Fortunately, this time I awoke with an awesome realization. I’ve been pounding my brain against the wall for a week now on how to further refine/increase the accuracy of my original relation-based ranking system. My initial results had been less than stellar when unleashed upon the desktop as a whole. In controlled situations (where my defined relationships weight’s were proportionate and scaled) the results were excellent, but I was hoping this ‘lowest common denominator’ of sorts would be the answer. I was mistaken. After being more or less tossed back to square one, I was less than optimistic to say the least.

However, at 2:30 this morning all that seems irrelevant, as I believe I have determined the key to blazingly accurate desktop search results (specifically over large search sets, to the order of shared drives with thousands of documents, images, e-mails and other media files without any real semantic system to start). In my original design I made the mistake of utilizing fixed-proportion weights for my relationships. A similar mistake as seen in many ObjectRank based systems. PDF Alert! By fixed proportion, I mean that an astronomical amount of time has gone into determining how important an ‘author’ relationship is when compared to a ‘creation date’ relationship. I (like many before me) was using a weight x termsimilarityindex type system for each relationship. As a result I was spending tons of time and effort trying to strike the proper balance, and in most cases when I got one situation to work, I completely destroyed another.

I think my < sarcasm > brilliant </sarcasm > revelation is becoming obvious, but bear with me.

We cannot pretend that authorship means the same thing to all users, a simple example is the large number of users who still operate relatively isolated desktops, where they are the only author for most of the content. if someone email’s them a document, it will have a hard time weighing up.
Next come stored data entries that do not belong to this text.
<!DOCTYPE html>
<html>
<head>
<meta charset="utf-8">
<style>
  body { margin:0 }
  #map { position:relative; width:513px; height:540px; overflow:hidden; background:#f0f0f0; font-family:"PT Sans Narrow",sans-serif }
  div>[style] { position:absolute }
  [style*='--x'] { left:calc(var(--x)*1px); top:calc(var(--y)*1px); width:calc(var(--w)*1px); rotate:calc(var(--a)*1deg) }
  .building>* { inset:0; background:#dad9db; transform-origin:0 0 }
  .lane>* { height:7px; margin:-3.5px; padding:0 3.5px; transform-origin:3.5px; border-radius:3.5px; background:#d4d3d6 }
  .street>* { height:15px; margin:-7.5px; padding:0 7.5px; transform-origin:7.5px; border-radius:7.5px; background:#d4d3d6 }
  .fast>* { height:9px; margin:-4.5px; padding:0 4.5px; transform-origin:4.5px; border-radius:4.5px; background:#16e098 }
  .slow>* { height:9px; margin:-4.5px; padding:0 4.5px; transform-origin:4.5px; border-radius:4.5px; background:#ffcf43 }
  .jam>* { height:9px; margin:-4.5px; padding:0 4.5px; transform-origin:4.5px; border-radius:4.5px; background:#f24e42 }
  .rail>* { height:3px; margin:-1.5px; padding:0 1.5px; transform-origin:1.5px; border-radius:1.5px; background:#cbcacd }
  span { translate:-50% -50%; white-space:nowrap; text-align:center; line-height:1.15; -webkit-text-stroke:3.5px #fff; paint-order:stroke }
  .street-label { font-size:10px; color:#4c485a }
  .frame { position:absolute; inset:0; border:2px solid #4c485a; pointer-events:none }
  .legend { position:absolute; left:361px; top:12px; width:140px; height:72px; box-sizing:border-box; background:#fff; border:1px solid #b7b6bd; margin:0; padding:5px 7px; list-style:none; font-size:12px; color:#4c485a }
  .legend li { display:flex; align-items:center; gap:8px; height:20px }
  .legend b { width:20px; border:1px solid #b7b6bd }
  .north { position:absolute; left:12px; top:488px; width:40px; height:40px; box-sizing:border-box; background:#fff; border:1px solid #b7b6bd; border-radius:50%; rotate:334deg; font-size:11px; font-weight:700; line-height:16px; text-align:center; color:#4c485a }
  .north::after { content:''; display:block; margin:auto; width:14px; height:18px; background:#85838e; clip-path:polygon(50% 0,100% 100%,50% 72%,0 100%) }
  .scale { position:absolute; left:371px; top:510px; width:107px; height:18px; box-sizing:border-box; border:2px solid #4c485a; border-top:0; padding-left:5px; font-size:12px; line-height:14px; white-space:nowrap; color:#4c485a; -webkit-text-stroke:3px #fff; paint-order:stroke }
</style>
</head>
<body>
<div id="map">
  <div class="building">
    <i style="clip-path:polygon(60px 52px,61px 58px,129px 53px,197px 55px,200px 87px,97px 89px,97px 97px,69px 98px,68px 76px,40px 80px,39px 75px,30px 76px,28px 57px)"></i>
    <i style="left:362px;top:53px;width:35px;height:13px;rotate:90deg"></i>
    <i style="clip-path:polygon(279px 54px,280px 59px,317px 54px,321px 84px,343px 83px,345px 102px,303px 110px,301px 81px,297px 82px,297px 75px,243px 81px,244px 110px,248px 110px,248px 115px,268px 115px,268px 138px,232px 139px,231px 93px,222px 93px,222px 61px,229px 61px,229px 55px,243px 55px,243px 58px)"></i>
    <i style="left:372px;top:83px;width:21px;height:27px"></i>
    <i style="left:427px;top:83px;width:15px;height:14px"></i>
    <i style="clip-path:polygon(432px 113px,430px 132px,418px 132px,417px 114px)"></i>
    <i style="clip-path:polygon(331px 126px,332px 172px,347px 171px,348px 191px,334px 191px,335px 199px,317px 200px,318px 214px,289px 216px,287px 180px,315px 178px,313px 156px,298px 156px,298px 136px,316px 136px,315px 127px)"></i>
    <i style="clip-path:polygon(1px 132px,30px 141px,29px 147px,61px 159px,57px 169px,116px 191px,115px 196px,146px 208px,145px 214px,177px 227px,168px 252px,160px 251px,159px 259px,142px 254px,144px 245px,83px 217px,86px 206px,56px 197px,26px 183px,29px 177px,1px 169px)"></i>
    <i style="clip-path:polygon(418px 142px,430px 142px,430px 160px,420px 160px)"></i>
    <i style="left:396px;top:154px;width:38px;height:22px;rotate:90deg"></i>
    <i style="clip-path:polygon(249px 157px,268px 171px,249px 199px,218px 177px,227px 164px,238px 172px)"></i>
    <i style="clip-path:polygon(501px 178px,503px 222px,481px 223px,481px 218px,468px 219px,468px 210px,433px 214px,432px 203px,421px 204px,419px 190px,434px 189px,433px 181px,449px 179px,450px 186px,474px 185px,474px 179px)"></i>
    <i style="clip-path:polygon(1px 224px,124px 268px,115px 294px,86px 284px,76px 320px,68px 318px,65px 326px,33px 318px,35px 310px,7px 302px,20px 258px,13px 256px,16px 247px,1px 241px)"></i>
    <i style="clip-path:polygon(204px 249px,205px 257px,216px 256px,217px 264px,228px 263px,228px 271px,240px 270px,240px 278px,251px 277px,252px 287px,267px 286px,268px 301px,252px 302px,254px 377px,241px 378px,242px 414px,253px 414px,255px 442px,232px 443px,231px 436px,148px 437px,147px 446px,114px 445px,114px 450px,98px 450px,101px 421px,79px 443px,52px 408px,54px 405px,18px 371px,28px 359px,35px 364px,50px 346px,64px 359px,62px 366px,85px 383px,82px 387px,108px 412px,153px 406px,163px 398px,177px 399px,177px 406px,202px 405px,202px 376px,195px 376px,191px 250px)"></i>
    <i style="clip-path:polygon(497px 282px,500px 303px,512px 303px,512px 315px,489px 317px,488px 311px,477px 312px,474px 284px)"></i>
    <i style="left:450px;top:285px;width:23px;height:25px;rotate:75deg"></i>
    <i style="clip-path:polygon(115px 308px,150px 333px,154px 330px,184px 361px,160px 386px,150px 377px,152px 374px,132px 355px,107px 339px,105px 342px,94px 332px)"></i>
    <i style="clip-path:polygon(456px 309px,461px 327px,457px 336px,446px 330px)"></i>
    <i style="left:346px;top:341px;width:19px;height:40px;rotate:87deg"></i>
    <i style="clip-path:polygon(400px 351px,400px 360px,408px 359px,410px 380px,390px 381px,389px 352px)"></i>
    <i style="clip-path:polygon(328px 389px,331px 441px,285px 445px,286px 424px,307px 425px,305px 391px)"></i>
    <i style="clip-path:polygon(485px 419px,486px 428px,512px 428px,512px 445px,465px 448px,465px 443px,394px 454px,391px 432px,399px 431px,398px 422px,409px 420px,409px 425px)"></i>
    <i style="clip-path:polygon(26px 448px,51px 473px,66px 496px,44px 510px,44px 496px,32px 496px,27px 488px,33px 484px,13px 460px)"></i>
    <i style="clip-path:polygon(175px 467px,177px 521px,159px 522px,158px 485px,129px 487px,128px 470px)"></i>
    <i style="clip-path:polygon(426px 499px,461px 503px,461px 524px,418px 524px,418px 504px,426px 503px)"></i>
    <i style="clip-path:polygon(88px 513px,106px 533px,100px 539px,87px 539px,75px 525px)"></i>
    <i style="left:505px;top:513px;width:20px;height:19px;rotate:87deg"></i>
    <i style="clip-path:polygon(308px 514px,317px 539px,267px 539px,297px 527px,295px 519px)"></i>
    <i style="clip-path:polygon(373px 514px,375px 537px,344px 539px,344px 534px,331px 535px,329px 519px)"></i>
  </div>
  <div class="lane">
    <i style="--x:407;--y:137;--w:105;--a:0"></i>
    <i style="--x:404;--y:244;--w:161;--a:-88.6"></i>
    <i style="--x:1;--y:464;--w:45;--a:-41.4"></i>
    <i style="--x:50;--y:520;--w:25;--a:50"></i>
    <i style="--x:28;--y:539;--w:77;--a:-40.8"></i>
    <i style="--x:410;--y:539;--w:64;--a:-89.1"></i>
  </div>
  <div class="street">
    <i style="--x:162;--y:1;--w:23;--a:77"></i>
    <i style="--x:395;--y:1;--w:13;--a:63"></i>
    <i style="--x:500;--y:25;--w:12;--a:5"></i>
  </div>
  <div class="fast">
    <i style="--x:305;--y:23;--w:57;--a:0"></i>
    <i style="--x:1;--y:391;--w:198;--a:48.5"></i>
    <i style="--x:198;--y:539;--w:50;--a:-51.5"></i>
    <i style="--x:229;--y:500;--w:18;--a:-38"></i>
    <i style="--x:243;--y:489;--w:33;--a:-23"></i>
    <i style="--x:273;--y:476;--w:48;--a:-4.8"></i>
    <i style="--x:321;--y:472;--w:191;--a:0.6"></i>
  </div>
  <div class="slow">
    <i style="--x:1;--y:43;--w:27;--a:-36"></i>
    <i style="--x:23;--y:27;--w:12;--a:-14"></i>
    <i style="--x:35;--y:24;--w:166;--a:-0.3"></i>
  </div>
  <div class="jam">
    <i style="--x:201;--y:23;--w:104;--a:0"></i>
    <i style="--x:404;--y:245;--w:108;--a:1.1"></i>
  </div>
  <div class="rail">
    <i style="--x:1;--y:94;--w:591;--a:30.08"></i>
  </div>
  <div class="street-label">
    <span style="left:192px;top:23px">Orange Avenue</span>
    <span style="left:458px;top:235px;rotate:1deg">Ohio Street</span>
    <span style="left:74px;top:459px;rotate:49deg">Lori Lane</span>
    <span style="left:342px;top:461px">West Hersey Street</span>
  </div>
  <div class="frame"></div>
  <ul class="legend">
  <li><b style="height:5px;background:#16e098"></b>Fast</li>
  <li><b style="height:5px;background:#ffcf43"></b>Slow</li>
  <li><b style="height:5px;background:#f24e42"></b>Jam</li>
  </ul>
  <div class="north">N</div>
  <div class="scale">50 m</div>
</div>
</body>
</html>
However, creation date/modification date would probably serve as a solid indicator of relationship, as one person can really only work on one thing at a time.

I wish I had something better to show than just this (I’m mostly writing this down so I don’t forget it in the morning 🙂 ) but I’ve determined that we need a deeper dimension of weight on relationship weighting (when scoring). While one possibility is to just add another variable to our existing weight-determination system, I am leaning towards something more broad. What if the programmer only had to specify a relationship, and through a combination of its occurrence, how closely it paralleled term-based similarity, and how often that relationship type was used to rank a selected result (would require gui integration, but for this proof of concept thats ok in my head) to build an individualized weight for each relationship.

All of a sudden, the massive programmer burden of a relational ranking system is removed! (it takes a lot of specific code to handle each relationship and its weights/different characteristics properly) While there would be a massive front-end cost to tweaking and tuning the system which determines those individual relationship weights, it would be time well spent, as new data types/sources are added, there is no additional work beyond declaring/mapping the relevant relationships.

Once the sun has actually risen, I’ll try to start the process of actually codifying what I’m trying to say. If I’ve actually made enough sense that anyone understands what I’m getting at and has any thoughts/comments/criticisms, please share!